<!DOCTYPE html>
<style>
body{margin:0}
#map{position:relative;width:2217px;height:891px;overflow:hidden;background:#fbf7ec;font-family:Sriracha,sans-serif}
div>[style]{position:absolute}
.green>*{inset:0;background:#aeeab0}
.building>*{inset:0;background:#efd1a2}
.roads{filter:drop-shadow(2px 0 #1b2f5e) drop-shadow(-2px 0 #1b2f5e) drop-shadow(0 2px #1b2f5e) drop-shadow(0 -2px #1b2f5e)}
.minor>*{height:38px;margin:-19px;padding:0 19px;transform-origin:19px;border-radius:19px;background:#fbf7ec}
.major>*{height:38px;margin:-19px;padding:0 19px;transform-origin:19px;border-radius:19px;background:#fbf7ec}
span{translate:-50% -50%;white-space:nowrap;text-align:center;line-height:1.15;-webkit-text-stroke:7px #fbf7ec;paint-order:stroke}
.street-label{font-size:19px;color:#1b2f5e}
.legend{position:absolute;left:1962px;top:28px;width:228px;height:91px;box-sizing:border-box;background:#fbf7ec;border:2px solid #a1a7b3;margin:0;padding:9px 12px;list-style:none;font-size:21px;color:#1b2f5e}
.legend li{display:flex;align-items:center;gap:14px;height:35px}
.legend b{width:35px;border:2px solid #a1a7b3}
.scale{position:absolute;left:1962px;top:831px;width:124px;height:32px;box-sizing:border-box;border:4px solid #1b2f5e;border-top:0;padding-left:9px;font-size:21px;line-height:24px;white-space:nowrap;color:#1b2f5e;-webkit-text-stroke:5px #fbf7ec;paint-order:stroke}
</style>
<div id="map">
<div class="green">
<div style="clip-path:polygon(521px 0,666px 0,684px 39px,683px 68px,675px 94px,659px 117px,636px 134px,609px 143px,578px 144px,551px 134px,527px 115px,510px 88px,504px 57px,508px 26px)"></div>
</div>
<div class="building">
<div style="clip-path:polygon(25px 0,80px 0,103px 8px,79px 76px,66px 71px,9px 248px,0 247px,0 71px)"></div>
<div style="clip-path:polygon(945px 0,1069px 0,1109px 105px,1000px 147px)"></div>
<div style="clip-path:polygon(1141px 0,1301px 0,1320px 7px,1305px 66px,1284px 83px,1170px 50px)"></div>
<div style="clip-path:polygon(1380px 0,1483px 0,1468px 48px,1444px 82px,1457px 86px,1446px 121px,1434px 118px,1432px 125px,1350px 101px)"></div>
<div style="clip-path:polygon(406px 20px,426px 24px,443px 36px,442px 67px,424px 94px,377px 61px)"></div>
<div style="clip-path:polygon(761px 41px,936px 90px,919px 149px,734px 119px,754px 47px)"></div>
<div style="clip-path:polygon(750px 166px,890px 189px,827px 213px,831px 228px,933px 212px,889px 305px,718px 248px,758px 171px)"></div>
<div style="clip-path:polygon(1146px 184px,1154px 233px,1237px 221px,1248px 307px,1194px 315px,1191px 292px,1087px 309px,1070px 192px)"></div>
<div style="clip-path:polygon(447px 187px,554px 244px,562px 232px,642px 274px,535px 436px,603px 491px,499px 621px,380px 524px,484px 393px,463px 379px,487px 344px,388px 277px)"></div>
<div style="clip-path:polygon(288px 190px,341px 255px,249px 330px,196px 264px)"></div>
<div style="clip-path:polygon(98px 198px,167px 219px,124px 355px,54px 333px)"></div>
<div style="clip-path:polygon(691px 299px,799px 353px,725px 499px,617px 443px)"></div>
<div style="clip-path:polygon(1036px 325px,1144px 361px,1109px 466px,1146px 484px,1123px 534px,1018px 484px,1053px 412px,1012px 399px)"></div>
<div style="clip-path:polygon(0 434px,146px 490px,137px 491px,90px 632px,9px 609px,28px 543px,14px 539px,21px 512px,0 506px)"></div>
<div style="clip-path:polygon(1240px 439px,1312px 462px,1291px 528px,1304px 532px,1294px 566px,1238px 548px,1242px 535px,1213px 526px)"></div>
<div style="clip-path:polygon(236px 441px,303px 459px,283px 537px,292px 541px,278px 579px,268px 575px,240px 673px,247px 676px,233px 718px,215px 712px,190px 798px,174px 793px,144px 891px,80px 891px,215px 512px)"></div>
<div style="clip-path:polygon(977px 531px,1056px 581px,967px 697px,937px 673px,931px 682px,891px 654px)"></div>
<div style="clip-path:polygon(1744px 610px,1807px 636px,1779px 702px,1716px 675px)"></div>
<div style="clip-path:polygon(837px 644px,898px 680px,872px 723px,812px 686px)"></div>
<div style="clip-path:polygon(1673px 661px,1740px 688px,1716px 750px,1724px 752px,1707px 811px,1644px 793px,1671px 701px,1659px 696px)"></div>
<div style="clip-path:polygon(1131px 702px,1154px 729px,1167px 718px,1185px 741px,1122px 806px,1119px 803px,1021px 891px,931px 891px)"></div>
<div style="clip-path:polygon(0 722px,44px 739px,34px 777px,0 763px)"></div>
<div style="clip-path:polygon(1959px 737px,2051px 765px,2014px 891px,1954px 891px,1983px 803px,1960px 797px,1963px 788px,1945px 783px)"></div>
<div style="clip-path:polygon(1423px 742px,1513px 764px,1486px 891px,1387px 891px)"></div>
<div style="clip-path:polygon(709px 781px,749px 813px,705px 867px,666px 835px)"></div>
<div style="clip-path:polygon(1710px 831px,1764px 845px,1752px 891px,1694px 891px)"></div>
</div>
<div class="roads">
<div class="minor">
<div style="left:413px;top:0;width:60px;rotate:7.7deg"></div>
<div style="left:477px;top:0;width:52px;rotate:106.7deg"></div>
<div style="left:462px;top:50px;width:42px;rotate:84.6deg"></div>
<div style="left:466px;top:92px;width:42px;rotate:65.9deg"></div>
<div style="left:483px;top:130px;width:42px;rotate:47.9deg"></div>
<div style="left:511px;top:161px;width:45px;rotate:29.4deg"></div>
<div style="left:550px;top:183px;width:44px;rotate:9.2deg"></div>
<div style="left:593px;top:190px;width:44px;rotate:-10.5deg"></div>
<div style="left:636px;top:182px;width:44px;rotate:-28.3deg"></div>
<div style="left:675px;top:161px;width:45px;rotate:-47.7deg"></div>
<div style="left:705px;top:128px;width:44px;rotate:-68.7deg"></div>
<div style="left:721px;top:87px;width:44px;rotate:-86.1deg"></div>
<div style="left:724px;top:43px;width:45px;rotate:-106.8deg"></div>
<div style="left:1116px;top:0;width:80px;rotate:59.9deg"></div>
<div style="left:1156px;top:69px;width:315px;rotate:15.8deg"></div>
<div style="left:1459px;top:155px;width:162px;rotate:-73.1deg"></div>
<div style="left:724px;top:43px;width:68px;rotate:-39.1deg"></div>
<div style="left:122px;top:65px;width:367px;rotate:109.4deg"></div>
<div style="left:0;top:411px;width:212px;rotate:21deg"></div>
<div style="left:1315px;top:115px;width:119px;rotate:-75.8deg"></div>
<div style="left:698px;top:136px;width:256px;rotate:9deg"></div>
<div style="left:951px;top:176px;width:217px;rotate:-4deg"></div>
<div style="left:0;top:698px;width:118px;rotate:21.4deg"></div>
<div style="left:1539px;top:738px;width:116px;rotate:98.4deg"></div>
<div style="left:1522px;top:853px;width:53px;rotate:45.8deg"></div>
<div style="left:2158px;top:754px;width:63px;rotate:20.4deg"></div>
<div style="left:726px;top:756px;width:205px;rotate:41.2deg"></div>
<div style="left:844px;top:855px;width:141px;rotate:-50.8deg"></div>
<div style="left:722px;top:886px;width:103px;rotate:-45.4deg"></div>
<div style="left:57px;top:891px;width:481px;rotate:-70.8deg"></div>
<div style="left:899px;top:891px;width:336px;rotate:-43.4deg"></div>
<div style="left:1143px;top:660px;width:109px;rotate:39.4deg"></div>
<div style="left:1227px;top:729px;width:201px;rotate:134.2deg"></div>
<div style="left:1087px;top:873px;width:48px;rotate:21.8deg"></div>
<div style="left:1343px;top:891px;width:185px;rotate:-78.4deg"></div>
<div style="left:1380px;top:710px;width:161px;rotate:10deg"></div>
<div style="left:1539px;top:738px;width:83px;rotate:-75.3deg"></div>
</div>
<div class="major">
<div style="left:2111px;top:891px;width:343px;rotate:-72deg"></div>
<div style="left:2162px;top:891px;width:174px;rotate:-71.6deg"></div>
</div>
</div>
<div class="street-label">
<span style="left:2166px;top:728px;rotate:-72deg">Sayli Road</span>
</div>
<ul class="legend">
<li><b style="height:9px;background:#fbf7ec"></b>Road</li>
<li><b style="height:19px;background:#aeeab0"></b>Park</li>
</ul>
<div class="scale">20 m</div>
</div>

+++++

## WORK TO BE COMPLETED
Each line from the start of the listing above through the line containing "0 #1b2f5e) drop-shadow(-2px" should be copied exactly, please, with no other lines added.

## THE ANSWER
<!DOCTYPE html>
<style>
body{margin:0}
#map{position:relative;width:2217px;height:891px;overflow:hidden;background:#fbf7ec;font-family:Sriracha,sans-serif}
div>[style]{position:absolute}
.green>*{inset:0;background:#aeeab0}
.building>*{inset:0;background:#efd1a2}
.roads{filter:drop-shadow(2px 0 #1b2f5e) drop-shadow(-2px 0 #1b2f5e) drop-shadow(0 2px #1b2f5e) drop-shadow(0 -2px #1b2f5e)}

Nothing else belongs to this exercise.